• [What the task requires]:
Instruction for the data below: set down exactly the lines from the line with "color; context.fill(path, 'evenodd');" to the line with "M 23,877 L 39,929 L 5,939 L 5,882 Z", inclusive, and no others.

───── Given data ─────

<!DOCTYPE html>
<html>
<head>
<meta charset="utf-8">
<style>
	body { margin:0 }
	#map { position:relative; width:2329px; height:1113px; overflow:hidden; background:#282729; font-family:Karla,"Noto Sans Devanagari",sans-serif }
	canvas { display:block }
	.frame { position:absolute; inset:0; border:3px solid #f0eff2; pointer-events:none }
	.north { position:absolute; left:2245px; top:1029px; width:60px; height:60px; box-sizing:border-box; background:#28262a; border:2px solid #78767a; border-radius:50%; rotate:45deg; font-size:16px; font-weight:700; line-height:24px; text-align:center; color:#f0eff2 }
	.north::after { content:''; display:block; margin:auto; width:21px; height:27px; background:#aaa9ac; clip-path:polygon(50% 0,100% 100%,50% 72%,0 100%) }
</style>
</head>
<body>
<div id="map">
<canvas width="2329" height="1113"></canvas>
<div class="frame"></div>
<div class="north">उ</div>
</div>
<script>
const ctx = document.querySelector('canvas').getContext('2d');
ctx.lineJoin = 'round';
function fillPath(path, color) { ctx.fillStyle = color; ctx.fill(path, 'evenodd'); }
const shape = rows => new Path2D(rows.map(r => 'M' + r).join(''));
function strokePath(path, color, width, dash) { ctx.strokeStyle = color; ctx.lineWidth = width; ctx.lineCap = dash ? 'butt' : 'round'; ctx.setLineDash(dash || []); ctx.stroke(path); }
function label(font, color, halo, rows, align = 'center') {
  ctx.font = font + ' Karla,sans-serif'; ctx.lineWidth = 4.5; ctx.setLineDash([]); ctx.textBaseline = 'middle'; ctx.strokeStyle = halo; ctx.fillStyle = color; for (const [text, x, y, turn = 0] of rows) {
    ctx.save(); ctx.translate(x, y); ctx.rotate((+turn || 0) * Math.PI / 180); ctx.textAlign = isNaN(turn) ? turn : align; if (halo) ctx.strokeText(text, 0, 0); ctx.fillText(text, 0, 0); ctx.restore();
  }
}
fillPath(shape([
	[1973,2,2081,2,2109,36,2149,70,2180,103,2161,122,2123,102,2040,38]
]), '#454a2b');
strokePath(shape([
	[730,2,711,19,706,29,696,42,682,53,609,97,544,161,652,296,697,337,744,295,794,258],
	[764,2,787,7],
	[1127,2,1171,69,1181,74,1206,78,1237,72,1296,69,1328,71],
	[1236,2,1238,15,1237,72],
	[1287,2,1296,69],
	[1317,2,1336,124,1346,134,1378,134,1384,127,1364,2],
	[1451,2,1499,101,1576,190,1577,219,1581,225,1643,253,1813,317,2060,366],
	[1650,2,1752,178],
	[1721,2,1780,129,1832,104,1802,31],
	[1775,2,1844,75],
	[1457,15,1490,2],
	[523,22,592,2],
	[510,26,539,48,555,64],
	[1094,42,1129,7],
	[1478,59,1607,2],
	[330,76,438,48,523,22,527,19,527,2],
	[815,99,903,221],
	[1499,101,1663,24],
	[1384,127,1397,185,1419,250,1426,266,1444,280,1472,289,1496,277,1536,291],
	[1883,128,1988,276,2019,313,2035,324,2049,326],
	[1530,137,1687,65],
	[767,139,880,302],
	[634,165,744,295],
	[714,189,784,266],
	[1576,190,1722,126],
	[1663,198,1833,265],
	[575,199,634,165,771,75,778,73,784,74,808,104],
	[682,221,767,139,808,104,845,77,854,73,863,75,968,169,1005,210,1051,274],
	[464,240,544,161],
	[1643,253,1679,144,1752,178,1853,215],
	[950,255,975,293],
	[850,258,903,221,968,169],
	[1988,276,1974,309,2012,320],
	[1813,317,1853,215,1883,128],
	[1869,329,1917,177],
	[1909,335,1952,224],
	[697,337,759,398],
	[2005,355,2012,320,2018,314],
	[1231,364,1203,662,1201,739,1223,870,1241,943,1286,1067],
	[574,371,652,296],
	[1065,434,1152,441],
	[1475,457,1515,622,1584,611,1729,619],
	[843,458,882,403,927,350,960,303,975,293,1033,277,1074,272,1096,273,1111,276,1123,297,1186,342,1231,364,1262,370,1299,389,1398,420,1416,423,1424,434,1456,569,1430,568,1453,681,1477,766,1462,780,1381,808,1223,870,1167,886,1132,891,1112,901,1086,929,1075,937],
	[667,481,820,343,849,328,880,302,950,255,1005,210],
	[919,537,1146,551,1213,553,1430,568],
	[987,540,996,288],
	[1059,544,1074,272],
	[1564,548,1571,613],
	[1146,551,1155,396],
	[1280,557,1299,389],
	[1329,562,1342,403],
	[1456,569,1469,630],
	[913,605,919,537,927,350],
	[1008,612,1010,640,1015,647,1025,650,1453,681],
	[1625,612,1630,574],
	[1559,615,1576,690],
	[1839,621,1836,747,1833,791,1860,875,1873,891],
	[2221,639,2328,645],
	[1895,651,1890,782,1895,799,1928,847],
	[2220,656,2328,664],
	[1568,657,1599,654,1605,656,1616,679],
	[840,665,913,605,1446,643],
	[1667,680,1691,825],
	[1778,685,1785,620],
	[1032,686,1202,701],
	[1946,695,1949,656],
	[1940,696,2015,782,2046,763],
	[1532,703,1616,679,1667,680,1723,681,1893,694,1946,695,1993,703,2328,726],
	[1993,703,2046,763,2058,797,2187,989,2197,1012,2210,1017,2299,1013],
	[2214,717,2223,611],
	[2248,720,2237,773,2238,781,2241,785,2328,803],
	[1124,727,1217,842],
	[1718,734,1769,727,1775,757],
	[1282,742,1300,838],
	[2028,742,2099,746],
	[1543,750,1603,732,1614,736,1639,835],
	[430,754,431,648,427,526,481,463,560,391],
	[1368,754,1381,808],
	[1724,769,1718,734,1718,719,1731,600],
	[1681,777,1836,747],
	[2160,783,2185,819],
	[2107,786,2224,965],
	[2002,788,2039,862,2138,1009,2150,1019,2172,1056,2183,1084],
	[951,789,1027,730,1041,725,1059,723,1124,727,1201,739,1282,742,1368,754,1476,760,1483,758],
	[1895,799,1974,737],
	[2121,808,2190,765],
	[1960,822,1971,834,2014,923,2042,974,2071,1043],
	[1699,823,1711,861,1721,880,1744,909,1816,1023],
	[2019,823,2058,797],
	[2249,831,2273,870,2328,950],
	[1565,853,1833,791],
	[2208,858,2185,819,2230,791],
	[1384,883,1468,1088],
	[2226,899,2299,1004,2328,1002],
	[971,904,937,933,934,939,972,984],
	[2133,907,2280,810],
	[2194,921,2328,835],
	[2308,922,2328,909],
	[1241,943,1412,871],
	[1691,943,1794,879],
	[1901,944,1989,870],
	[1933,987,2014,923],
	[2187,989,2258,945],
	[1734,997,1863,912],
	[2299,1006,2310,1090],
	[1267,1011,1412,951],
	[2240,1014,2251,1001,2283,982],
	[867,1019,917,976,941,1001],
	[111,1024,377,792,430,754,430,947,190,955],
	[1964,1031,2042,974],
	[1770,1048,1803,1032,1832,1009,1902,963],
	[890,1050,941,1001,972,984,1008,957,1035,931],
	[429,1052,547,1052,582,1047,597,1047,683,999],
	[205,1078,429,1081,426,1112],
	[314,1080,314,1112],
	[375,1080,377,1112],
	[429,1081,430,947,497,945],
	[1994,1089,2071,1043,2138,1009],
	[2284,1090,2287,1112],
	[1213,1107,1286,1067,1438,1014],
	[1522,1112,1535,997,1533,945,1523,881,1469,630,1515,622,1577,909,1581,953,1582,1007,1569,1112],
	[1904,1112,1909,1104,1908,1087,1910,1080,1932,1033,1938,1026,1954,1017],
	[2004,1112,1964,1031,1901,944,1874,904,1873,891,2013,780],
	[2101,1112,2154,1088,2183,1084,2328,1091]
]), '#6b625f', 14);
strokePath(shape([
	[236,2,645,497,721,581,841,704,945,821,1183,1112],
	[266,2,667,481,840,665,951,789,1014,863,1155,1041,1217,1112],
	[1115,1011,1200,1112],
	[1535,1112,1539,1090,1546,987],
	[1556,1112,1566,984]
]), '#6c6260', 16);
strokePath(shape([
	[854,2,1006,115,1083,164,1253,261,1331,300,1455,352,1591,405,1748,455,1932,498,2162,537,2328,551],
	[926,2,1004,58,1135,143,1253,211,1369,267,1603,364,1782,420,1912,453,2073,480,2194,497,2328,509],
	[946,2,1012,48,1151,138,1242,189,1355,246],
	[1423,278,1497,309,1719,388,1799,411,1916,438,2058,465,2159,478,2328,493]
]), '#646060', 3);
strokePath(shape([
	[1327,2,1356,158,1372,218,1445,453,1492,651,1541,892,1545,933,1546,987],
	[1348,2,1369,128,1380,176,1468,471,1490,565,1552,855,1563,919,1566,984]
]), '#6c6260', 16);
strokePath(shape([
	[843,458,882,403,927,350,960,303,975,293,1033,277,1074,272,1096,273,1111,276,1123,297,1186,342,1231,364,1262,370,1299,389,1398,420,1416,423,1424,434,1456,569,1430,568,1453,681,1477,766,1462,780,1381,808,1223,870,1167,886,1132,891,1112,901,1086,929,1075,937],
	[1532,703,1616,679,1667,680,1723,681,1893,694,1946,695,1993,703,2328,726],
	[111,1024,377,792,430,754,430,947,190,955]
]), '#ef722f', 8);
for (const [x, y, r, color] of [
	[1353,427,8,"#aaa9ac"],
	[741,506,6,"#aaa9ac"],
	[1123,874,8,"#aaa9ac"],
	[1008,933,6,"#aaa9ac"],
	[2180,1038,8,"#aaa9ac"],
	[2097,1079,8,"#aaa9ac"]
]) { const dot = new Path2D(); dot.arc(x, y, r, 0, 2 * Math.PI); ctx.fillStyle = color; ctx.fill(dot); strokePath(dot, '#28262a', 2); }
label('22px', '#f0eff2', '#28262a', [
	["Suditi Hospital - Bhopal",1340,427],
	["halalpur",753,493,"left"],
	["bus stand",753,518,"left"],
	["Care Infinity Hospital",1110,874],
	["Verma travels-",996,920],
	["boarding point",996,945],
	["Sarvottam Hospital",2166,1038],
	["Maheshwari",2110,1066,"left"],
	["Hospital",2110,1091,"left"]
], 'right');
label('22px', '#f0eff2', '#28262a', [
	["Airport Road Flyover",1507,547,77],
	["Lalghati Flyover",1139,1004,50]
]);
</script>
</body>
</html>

─────
───── Given data ─────

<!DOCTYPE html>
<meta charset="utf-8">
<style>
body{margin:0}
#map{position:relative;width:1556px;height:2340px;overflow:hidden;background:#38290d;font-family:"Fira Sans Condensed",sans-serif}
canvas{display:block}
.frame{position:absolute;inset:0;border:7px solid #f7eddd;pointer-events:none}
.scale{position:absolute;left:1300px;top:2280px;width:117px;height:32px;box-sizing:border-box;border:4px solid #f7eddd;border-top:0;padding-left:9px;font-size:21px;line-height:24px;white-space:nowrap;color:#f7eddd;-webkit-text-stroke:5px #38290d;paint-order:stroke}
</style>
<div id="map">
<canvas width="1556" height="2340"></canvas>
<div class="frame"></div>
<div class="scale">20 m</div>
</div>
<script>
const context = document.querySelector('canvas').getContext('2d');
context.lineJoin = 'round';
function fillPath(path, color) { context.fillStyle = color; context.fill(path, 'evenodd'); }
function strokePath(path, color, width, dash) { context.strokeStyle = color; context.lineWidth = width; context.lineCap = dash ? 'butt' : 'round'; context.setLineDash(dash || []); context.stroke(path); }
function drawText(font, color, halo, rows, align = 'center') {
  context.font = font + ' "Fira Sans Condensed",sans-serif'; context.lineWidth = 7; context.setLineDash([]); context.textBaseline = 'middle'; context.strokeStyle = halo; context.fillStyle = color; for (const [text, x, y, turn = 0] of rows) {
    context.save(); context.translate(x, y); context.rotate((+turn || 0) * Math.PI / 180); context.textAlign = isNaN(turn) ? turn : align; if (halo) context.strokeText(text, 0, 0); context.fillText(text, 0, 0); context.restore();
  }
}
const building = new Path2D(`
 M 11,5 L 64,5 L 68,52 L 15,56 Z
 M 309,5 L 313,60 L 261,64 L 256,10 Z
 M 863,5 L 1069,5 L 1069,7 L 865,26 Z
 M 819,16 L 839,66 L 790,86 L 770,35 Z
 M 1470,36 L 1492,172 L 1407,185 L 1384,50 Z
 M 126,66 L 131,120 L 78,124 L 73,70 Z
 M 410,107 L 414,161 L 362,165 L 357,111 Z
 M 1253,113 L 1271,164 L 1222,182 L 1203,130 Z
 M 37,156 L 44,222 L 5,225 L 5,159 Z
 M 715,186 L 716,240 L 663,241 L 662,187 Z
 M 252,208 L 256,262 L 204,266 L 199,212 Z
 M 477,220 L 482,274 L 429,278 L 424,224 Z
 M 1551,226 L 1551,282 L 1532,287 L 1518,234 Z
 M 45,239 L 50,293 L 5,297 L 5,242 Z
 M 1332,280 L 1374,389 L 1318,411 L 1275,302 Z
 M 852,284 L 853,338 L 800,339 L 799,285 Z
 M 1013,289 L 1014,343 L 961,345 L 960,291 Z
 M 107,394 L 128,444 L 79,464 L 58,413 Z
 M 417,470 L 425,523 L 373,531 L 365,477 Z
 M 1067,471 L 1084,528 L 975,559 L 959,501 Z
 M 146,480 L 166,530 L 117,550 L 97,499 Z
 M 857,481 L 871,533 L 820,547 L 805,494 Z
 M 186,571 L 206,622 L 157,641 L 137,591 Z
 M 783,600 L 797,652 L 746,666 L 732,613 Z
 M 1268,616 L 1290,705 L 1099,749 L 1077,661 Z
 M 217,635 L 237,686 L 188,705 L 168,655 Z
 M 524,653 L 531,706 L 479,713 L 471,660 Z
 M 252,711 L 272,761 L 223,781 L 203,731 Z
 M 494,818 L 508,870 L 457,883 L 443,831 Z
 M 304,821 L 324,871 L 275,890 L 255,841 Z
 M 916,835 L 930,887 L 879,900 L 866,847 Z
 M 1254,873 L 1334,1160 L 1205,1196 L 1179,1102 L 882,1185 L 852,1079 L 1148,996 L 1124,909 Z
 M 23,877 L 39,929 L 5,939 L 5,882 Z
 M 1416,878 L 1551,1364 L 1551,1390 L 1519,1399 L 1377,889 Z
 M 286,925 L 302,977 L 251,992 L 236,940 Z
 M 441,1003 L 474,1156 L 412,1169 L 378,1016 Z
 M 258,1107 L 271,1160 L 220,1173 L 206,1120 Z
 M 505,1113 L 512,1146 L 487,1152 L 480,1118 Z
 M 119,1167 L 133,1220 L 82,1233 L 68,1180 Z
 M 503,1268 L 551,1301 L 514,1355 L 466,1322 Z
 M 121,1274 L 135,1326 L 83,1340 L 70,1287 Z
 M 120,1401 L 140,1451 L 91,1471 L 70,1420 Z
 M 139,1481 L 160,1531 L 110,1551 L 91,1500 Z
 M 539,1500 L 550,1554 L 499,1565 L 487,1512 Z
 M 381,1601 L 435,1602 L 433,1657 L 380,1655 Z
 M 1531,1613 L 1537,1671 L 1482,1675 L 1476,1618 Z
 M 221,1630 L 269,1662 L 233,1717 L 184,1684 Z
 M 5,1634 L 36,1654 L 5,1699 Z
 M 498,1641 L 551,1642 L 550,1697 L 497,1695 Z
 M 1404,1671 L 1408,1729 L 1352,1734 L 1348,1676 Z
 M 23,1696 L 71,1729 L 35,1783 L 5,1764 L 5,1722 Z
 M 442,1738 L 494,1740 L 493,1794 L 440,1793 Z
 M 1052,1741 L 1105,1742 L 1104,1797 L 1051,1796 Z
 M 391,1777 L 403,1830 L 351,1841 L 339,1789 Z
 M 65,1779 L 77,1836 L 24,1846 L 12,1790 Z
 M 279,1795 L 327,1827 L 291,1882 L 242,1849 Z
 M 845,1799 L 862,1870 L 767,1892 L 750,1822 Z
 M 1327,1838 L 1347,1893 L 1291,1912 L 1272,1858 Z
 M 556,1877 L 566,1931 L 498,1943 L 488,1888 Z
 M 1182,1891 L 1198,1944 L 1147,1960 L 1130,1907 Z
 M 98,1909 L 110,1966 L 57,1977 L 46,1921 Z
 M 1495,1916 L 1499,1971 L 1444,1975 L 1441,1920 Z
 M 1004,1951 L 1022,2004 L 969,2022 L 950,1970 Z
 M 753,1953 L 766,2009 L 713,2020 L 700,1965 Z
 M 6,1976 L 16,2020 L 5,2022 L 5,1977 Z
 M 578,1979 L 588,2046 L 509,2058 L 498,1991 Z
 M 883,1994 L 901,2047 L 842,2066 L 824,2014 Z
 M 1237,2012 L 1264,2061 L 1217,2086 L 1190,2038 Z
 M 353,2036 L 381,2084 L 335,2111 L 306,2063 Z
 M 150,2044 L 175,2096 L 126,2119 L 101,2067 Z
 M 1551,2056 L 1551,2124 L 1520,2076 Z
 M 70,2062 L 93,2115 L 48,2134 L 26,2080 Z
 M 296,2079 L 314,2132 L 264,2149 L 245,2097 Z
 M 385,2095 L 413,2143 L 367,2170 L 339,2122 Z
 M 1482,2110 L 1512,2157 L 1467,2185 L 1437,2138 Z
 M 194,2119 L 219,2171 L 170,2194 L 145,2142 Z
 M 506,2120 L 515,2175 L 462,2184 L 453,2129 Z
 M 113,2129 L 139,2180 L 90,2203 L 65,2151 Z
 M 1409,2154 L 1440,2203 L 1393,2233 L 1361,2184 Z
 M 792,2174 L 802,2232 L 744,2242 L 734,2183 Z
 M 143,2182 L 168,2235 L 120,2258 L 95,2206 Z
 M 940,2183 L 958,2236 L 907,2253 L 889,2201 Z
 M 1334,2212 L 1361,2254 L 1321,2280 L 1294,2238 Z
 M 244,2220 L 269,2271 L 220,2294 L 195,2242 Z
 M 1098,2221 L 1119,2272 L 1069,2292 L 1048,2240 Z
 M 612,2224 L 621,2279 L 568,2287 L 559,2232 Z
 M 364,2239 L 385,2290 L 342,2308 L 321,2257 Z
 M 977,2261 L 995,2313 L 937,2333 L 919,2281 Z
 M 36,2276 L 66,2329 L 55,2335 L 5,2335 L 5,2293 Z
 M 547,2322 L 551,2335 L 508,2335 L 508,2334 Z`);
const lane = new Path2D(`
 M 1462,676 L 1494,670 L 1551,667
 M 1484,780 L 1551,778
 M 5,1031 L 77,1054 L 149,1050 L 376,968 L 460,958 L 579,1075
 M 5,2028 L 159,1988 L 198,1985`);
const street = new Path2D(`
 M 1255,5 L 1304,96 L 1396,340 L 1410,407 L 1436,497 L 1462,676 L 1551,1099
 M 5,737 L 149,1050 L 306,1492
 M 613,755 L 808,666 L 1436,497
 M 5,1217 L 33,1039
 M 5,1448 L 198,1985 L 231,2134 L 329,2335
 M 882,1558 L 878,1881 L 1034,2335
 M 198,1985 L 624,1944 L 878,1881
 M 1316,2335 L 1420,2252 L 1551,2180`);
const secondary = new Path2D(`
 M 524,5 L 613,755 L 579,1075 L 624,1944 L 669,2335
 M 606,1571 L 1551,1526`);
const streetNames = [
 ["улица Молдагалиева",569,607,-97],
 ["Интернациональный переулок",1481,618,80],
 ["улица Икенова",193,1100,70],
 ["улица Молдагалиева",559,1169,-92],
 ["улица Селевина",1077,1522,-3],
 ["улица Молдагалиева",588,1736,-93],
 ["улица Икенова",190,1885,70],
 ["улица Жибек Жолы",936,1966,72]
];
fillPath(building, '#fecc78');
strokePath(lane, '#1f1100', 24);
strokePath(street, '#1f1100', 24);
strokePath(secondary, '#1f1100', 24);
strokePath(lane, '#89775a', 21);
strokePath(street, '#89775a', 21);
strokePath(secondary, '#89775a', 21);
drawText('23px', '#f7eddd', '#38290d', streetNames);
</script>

─────

• [Finished task]:
function fillPath(path, color) { context.fillStyle = color; context.fill(path, 'evenodd'); }
function strokePath(path, color, width, dash) { context.strokeStyle = color; context.lineWidth = width; context.lineCap = dash ? 'butt' : 'round'; context.setLineDash(dash || []); context.stroke(path); }
function drawText(font, color, halo, rows, align = 'center') {
  context.font = font + ' "Fira Sans Condensed",sans-serif'; context.lineWidth = 7; context.setLineDash([]); context.textBaseline = 'middle'; context.strokeStyle = halo; context.fillStyle = color; for (const [text, x, y, turn = 0] of rows) {
    context.save(); context.translate(x, y); context.rotate((+turn || 0) * Math.PI / 180); context.textAlign = isNaN(turn) ? turn : align; if (halo) context.strokeText(text, 0, 0); context.fillText(text, 0, 0); context.restore();
  }
}
const building = new Path2D(`
 M 11,5 L 64,5 L 68,52 L 15,56 Z
 M 309,5 L 313,60 L 261,64 L 256,10 Z
 M 863,5 L 1069,5 L 1069,7 L 865,26 Z
 M 819,16 L 839,66 L 790,86 L 770,35 Z
 M 1470,36 L 1492,172 L 1407,185 L 1384,50 Z
 M 126,66 L 131,120 L 78,124 L 73,70 Z
 M 410,107 L 414,161 L 362,165 L 357,111 Z
 M 1253,113 L 1271,164 L 1222,182 L 1203,130 Z
 M 37,156 L 44,222 L 5,225 L 5,159 Z
 M 715,186 L 716,240 L 663,241 L 662,187 Z
 M 252,208 L 256,262 L 204,266 L 199,212 Z
 M 477,220 L 482,274 L 429,278 L 424,224 Z
 M 1551,226 L 1551,282 L 1532,287 L 1518,234 Z
 M 45,239 L 50,293 L 5,297 L 5,242 Z
 M 1332,280 L 1374,389 L 1318,411 L 1275,302 Z
 M 852,284 L 853,338 L 800,339 L 799,285 Z
 M 1013,289 L 1014,343 L 961,345 L 960,291 Z
 M 107,394 L 128,444 L 79,464 L 58,413 Z
 M 417,470 L 425,523 L 373,531 L 365,477 Z
 M 1067,471 L 1084,528 L 975,559 L 959,501 Z
 M 146,480 L 166,530 L 117,550 L 97,499 Z
 M 857,481 L 871,533 L 820,547 L 805,494 Z
 M 186,571 L 206,622 L 157,641 L 137,591 Z
 M 783,600 L 797,652 L 746,666 L 732,613 Z
 M 1268,616 L 1290,705 L 1099,749 L 1077,661 Z
 M 217,635 L 237,686 L 188,705 L 168,655 Z
 M 524,653 L 531,706 L 479,713 L 471,660 Z
 M 252,711 L 272,761 L 223,781 L 203,731 Z
 M 494,818 L 508,870 L 457,883 L 443,831 Z
 M 304,821 L 324,871 L 275,890 L 255,841 Z
 M 916,835 L 930,887 L 879,900 L 866,847 Z
 M 1254,873 L 1334,1160 L 1205,1196 L 1179,1102 L 882,1185 L 852,1079 L 1148,996 L 1124,909 Z
 M 23,877 L 39,929 L 5,939 L 5,882 Z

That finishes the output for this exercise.